Excerpts from a dataset
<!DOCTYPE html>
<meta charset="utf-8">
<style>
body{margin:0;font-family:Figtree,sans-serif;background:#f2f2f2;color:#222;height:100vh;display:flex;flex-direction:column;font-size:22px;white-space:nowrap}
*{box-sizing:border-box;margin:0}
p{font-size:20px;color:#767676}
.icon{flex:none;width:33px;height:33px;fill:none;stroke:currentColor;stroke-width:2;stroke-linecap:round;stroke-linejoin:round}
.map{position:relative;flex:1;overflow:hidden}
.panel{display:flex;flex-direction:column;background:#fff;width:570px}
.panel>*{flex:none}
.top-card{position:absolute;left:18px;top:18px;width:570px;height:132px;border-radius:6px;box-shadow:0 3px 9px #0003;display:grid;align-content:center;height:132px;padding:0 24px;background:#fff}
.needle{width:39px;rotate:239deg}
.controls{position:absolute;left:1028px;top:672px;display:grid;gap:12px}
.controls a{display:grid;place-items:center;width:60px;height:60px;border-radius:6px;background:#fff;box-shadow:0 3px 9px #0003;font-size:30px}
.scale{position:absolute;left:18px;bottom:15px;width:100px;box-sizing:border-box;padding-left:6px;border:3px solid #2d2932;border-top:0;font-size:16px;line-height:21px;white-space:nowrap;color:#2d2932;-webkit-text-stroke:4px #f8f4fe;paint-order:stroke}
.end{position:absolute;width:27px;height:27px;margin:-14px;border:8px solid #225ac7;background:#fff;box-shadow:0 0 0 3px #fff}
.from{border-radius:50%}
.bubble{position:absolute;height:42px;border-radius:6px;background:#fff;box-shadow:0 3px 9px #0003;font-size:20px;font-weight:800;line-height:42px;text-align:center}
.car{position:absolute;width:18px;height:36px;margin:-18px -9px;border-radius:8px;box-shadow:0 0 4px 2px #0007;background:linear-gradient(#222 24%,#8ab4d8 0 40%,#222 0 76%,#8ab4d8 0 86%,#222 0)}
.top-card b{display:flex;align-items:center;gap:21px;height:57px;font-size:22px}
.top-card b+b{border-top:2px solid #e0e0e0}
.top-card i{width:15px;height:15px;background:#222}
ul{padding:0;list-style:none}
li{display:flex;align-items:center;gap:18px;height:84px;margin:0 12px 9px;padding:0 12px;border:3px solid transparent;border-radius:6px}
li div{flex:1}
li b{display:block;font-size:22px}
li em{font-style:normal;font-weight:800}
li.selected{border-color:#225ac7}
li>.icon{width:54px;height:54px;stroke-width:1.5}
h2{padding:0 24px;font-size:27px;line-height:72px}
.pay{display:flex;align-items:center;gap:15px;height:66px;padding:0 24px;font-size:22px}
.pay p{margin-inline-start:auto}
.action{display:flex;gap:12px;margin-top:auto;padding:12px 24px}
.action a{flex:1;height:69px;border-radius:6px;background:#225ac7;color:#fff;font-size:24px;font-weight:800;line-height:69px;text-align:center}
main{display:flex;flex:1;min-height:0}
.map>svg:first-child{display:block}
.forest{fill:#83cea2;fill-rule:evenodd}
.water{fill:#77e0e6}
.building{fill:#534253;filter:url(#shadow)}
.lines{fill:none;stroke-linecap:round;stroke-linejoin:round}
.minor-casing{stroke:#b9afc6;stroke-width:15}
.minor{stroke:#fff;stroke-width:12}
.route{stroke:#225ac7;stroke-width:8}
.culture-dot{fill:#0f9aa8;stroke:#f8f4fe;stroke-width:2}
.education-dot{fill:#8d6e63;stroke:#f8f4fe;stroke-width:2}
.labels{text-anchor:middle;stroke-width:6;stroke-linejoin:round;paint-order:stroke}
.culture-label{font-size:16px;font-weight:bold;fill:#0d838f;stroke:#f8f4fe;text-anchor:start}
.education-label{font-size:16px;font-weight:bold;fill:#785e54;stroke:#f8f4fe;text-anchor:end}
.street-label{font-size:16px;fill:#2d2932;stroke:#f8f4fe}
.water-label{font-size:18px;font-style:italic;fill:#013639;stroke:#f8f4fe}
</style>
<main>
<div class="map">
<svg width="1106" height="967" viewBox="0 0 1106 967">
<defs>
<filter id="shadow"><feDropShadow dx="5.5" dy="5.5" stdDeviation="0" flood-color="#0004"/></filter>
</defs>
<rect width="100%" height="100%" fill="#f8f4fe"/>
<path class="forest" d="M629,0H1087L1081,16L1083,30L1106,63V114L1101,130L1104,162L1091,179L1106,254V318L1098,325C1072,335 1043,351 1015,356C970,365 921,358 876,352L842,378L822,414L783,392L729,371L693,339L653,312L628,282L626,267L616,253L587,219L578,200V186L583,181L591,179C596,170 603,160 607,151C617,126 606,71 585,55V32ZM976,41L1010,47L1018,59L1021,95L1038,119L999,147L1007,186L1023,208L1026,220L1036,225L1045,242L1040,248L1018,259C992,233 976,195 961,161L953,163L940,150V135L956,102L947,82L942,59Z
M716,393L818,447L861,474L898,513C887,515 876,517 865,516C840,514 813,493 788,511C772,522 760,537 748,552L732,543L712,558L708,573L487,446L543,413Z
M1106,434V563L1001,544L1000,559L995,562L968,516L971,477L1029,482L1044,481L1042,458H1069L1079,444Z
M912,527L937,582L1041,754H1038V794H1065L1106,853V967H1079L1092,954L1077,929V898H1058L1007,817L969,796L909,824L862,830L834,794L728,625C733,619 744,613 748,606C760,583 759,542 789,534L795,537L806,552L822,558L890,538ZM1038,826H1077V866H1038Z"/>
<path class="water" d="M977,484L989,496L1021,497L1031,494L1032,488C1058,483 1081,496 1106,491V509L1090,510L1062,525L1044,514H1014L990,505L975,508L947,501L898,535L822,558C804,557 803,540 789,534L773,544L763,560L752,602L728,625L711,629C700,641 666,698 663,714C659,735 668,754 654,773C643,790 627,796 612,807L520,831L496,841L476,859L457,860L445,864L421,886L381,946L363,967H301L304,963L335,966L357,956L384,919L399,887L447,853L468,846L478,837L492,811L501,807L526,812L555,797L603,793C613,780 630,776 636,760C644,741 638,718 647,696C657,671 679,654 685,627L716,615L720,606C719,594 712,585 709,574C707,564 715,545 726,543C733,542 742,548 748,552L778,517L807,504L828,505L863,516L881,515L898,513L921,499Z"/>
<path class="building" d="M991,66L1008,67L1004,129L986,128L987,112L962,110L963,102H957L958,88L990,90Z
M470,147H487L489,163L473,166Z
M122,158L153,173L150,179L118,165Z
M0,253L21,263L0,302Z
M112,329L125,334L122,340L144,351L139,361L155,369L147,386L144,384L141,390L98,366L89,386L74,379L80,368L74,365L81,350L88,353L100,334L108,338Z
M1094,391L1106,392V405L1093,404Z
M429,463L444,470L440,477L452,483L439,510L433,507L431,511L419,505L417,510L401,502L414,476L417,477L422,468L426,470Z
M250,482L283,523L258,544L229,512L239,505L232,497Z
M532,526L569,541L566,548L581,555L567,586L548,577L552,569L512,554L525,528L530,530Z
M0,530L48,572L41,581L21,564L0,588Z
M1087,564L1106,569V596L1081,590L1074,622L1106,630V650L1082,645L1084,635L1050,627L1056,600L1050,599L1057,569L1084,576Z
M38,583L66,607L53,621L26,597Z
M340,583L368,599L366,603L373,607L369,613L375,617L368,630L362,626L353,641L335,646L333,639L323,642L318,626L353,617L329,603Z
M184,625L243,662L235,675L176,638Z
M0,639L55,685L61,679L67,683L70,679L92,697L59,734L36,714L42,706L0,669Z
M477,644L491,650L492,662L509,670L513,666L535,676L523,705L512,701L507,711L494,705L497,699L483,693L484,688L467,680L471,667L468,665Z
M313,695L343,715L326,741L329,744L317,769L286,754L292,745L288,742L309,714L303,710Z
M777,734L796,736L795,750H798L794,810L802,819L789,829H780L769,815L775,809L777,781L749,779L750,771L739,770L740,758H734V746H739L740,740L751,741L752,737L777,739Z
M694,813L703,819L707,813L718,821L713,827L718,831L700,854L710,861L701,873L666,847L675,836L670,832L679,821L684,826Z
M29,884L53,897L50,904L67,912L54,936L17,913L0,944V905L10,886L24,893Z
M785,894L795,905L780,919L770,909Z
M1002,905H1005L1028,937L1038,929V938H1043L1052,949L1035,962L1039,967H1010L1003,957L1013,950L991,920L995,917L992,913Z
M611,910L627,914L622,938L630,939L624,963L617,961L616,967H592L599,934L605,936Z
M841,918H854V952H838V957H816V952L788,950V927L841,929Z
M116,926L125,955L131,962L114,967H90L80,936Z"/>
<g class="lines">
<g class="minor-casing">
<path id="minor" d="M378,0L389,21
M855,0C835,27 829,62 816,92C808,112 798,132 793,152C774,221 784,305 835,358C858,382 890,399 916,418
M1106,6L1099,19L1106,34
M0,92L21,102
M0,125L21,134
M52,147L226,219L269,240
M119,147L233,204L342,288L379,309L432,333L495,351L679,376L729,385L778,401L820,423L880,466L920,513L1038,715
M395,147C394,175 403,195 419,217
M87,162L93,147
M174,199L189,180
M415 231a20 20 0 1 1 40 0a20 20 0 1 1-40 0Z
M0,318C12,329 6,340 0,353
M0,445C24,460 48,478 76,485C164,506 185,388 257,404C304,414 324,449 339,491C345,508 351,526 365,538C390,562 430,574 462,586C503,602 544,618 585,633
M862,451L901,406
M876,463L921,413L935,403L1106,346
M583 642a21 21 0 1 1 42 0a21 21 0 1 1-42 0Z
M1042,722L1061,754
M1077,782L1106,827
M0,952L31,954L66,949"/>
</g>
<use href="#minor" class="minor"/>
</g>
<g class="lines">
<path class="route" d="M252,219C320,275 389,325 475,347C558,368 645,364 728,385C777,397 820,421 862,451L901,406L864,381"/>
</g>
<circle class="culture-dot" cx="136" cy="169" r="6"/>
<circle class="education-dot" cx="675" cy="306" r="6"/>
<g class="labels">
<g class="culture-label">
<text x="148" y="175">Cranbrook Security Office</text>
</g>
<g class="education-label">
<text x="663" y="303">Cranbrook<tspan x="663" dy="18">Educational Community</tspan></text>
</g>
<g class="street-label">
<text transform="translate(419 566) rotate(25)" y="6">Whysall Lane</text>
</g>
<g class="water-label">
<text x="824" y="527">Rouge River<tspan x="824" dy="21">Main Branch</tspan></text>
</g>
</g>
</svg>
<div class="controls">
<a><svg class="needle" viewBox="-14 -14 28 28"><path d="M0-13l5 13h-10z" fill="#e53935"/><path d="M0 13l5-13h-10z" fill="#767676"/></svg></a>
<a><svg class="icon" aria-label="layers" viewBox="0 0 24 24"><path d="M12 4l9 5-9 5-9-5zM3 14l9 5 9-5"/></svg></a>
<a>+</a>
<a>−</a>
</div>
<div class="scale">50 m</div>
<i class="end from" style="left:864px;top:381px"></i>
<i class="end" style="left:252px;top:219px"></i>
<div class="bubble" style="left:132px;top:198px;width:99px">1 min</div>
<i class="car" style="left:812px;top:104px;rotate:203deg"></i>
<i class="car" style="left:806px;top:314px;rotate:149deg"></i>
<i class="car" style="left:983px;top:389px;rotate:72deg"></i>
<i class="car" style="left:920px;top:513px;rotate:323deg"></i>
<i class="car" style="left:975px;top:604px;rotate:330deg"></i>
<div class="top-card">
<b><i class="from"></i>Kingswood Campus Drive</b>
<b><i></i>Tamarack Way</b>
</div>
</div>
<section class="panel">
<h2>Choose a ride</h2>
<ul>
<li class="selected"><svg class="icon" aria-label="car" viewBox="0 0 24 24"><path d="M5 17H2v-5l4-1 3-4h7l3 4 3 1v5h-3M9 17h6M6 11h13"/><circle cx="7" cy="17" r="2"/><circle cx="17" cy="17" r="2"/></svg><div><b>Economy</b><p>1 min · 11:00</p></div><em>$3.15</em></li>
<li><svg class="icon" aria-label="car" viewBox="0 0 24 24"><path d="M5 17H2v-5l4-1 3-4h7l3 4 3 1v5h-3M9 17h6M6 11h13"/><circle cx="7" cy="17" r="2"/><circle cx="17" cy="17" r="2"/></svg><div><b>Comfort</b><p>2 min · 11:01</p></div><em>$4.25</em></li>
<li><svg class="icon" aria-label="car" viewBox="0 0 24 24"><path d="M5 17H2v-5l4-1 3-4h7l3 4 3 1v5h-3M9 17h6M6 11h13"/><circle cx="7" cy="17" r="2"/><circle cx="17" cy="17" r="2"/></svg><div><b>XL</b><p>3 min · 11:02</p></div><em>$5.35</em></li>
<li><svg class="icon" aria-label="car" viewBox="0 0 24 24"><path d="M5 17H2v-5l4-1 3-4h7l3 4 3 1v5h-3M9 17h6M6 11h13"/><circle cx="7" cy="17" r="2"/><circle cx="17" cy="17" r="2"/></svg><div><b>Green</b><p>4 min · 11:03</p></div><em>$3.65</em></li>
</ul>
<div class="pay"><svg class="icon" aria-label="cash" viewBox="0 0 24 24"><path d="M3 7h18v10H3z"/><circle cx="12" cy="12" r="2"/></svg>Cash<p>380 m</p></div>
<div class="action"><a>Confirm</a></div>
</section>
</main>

GOAL OF THE EXERCISE
Search the data for the word "sizing" and copy each line where it appears.

TASK OUTPUT
*{box-sizing:border-box;margin:0}
.scale{position:absolute;left:18px;bottom:15px;width:100px;box-sizing:border-box;padding-left:6px;border:3px solid #2d2932;border-top:0;font-size:16px;line-height:21px;white-space:nowrap;color:#2d2932;-webkit-text-stroke:4px #f8f4fe;paint-order:stroke}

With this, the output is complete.